• **PROBLEM DESCRIPTION**
Leave the pictures out. Retype exactly the lines below from the one containing "Build a gazetteer" through the one containing "Annotation task. Serialize", and no others.

---

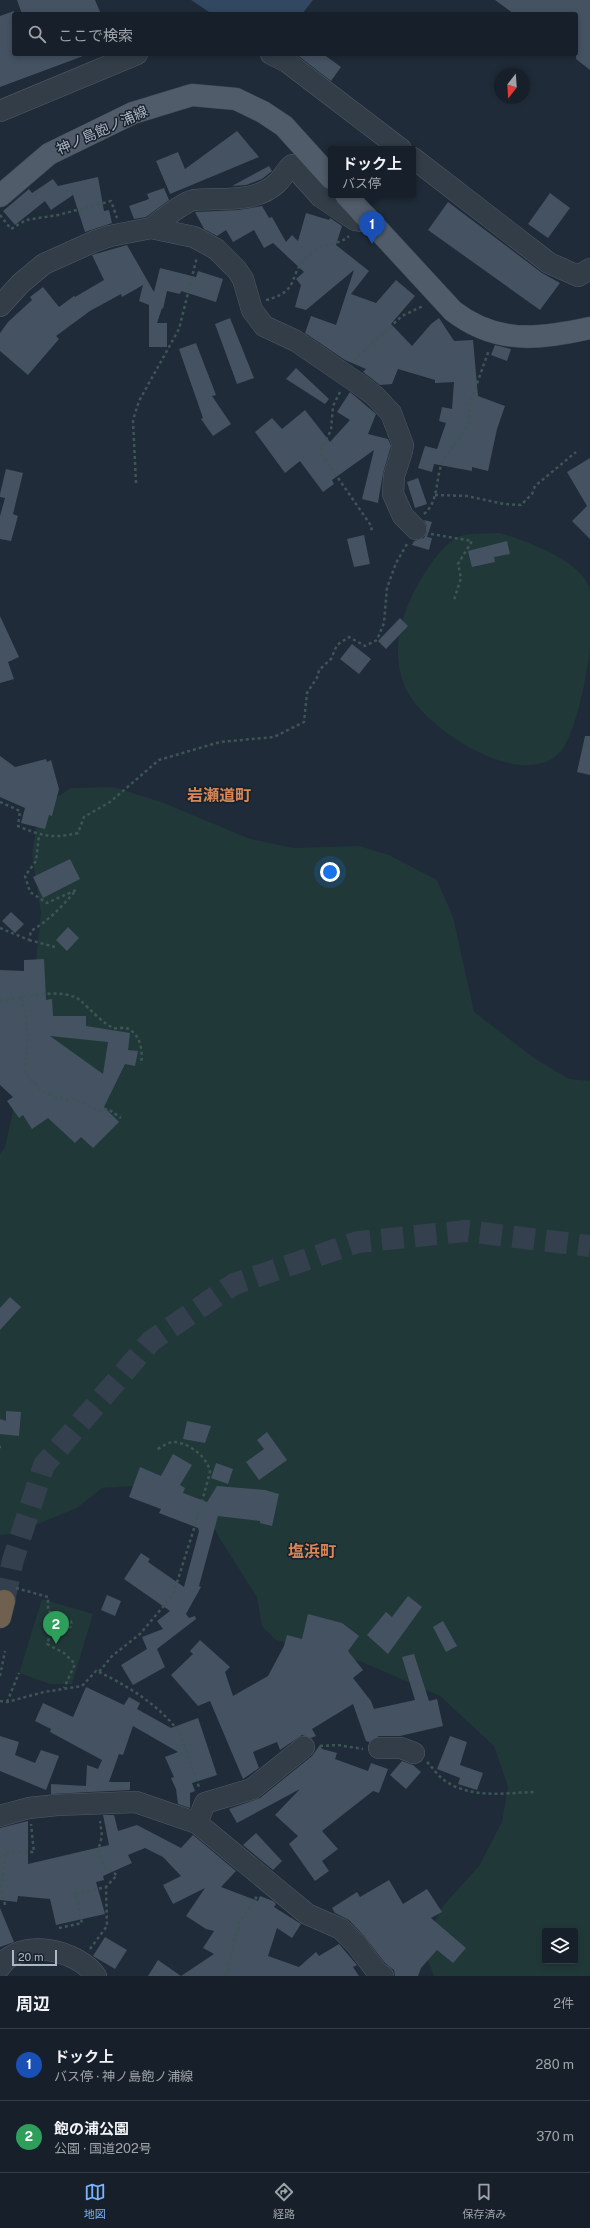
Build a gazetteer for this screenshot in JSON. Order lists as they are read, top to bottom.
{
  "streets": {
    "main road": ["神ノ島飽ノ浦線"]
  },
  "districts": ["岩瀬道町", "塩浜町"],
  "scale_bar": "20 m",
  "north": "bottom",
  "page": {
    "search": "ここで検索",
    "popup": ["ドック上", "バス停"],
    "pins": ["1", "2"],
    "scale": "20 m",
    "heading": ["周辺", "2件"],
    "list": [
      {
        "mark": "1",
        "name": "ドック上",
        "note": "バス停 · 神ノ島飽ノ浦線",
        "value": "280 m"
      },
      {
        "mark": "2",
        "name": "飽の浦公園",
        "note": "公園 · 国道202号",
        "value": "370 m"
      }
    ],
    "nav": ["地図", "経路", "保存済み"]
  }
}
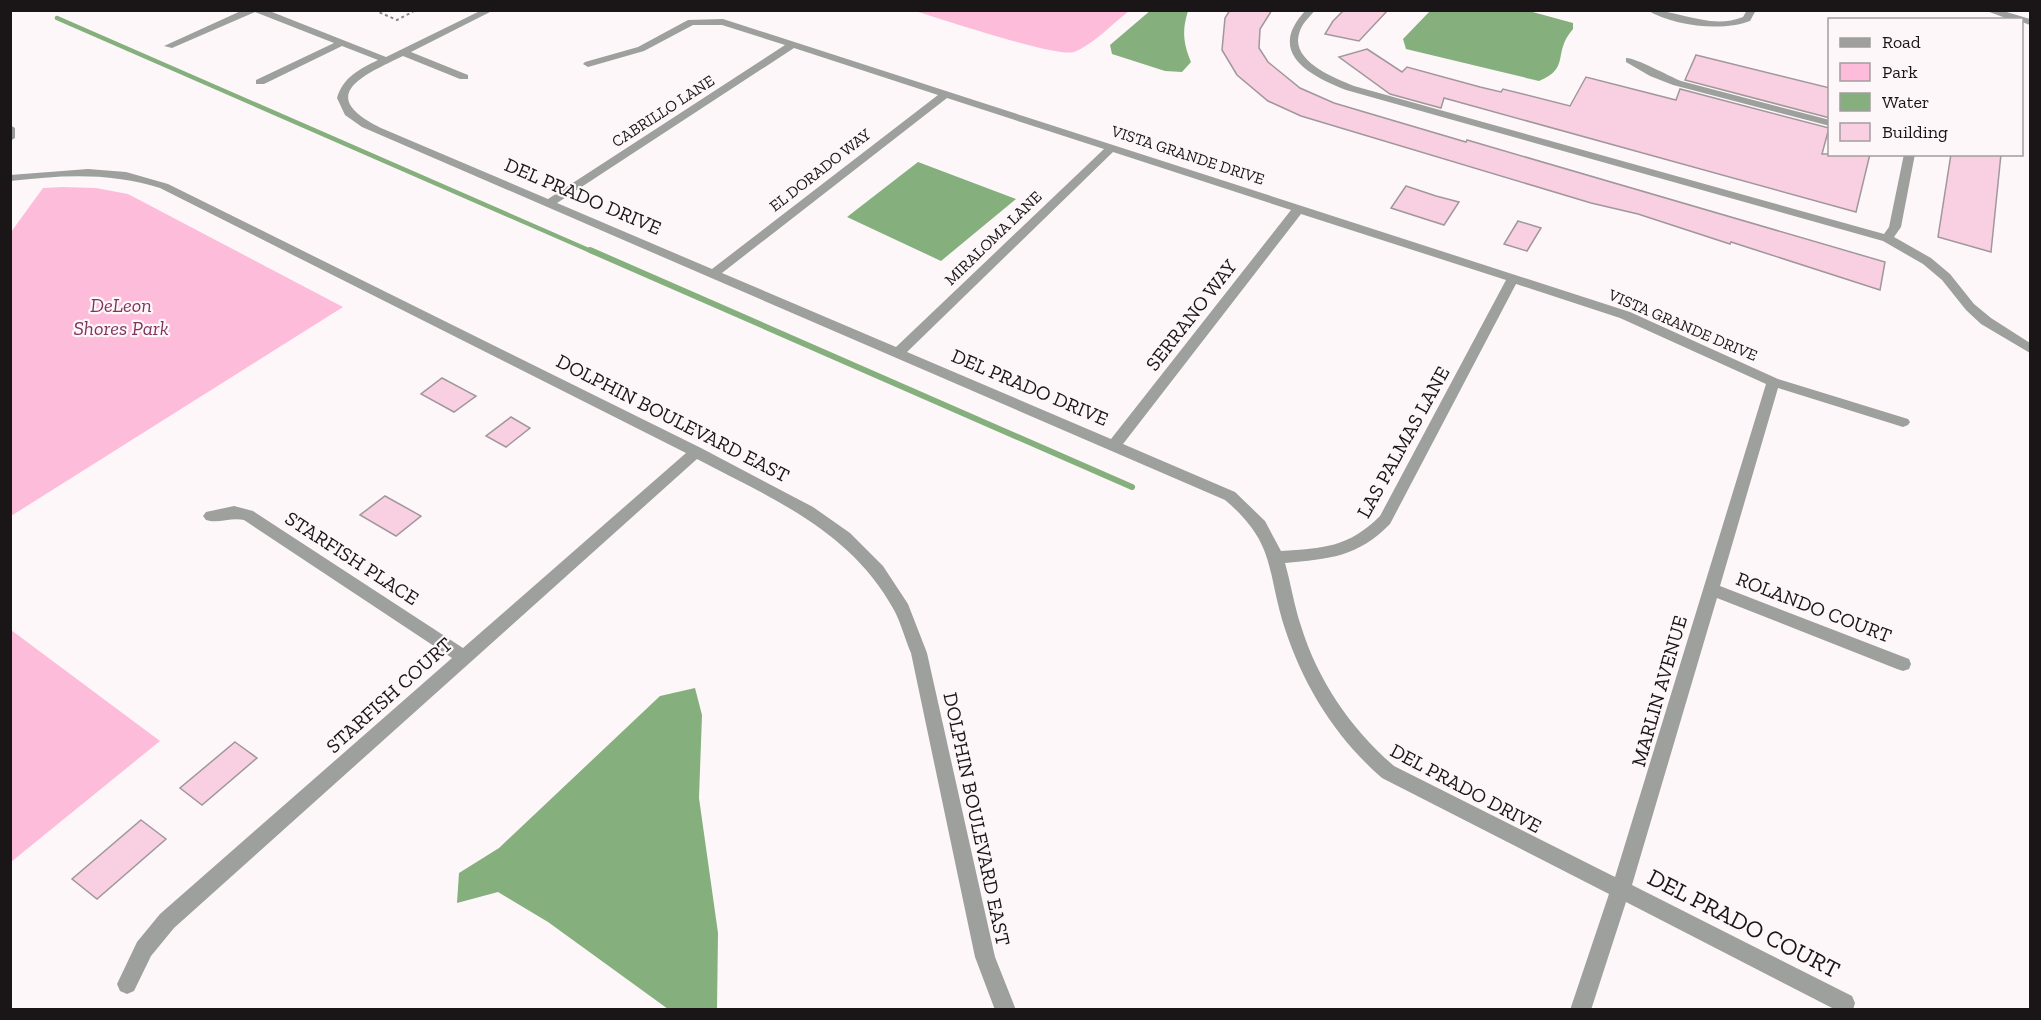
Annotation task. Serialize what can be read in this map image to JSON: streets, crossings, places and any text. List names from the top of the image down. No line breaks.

---

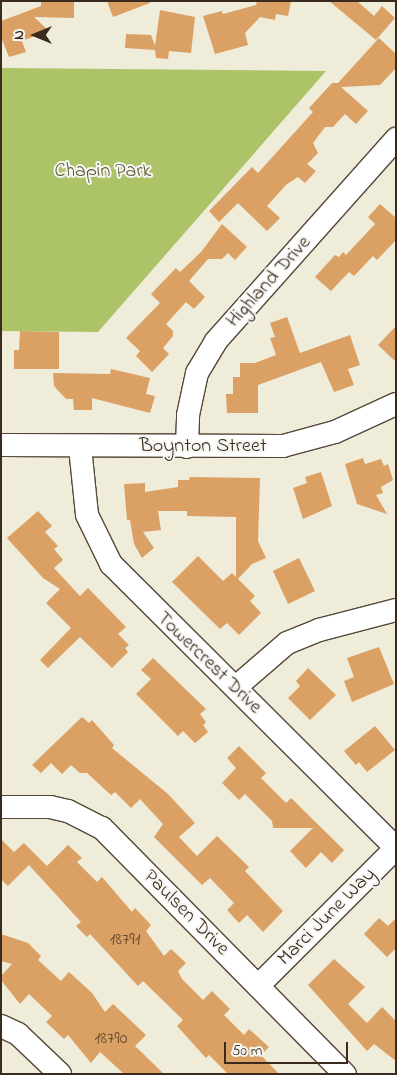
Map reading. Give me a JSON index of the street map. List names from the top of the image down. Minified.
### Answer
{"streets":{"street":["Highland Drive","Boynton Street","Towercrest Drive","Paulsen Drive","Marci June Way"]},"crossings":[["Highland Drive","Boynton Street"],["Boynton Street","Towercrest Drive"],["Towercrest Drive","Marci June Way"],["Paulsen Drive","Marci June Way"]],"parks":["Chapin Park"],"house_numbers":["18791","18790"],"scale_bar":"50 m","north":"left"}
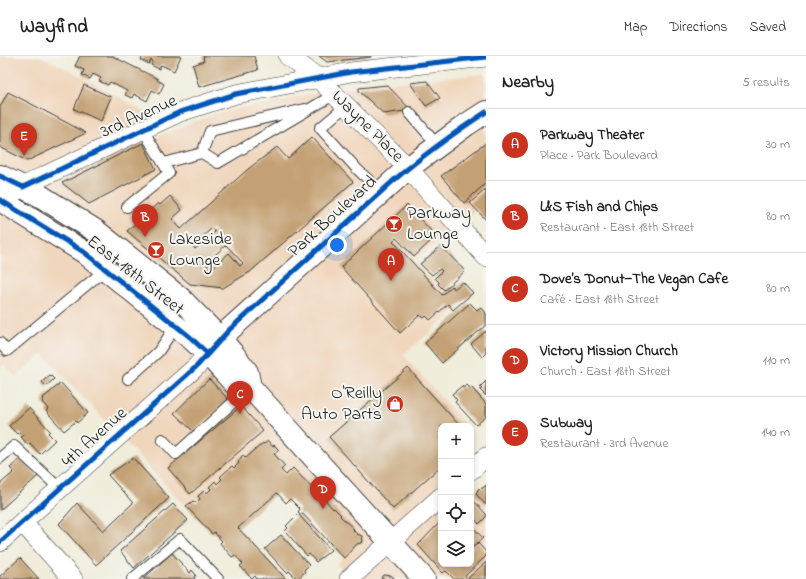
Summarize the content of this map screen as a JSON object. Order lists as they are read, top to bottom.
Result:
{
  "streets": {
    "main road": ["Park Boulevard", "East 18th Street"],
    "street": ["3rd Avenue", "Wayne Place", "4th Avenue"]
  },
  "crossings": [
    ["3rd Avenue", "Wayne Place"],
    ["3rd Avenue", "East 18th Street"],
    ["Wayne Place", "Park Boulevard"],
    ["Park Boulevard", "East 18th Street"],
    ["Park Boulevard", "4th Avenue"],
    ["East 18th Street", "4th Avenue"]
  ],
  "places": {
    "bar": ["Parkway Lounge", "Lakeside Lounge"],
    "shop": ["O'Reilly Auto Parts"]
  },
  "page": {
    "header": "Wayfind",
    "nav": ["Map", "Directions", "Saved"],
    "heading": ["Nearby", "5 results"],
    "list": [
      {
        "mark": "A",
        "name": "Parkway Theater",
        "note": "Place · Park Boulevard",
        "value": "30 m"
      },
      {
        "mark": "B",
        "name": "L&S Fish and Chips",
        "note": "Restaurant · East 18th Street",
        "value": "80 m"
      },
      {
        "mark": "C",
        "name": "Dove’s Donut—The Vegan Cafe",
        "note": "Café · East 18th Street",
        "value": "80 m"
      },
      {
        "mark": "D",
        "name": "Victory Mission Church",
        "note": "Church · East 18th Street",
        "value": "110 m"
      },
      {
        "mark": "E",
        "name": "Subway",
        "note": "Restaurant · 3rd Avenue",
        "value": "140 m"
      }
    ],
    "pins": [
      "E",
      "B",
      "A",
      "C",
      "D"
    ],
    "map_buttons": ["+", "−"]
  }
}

---

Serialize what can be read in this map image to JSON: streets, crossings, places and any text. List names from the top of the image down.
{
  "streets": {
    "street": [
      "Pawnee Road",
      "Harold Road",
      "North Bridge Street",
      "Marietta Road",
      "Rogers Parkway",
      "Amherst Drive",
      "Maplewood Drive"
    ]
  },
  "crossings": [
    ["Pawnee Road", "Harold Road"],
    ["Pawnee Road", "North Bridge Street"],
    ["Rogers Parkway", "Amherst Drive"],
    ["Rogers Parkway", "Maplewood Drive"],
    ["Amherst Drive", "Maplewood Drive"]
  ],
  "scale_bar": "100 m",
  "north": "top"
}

---

• **RESULT OF THE EXERCISE**
Build a gazetteer for this screenshot in JSON. Order lists as they are read, top to bottom.
{
  "streets": {
    "main road": ["神ノ島飽ノ浦線"]
  },
  "districts": ["岩瀬道町", "塩浜町"],
  "scale_bar": "20 m",
  "north": "bottom",
  "page": {
    "search": "ここで検索",
    "popup": ["ドック上", "バス停"],
    "pins": ["1", "2"],
    "scale": "20 m",
    "heading": ["周辺", "2件"],
    "list": [
      {
        "mark": "1",
        "name": "ドック上",
        "note": "バス停 · 神ノ島飽ノ浦線",
        "value": "280 m"
      },
      {
        "mark": "2",
        "name": "飽の浦公園",
        "note": "公園 · 国道202号",
        "value": "370 m"
      }
    ],
    "nav": ["地図", "経路", "保存済み"]
  }
}
Annotation task. Serialize what can be read in this map image to JSON: streets, crossings, places and any text. List names from the top of the image down. No line breaks.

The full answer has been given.